WHAT TO PRODUCE: Your answer should hold every line of the records below that contains the string "image".

EXTRACTED INFORMATION:
*** Begin section ***
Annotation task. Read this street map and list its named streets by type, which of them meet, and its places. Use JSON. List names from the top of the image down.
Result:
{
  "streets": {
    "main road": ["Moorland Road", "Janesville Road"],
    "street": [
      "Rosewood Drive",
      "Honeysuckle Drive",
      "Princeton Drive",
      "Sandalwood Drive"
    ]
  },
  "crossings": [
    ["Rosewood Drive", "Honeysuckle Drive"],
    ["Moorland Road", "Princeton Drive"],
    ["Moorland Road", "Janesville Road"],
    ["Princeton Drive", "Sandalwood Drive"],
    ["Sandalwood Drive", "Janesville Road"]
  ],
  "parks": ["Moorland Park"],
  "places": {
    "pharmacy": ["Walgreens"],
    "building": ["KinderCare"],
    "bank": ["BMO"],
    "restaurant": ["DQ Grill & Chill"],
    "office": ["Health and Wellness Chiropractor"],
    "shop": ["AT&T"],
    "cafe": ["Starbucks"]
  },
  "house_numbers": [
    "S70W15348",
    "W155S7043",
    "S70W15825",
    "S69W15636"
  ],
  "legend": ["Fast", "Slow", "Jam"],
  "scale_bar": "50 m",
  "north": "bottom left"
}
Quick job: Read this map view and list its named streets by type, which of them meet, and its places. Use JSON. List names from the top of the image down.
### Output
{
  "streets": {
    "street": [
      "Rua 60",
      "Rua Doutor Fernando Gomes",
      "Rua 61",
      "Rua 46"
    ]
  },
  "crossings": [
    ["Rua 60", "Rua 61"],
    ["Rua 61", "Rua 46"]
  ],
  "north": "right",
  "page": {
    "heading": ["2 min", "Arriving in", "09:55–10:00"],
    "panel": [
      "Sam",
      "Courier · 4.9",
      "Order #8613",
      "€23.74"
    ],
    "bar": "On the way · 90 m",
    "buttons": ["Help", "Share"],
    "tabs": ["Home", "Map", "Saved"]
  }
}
*** End section ***
EXERCISE ANSWER:
Annotation task. Read this street map and list its named streets by type, which of them meet, and its places. Use JSON. List names from the top of the image down.
Quick job: Read this map view and list its named streets by type, which of them meet, and its places. Use JSON. List names from the top of the image down.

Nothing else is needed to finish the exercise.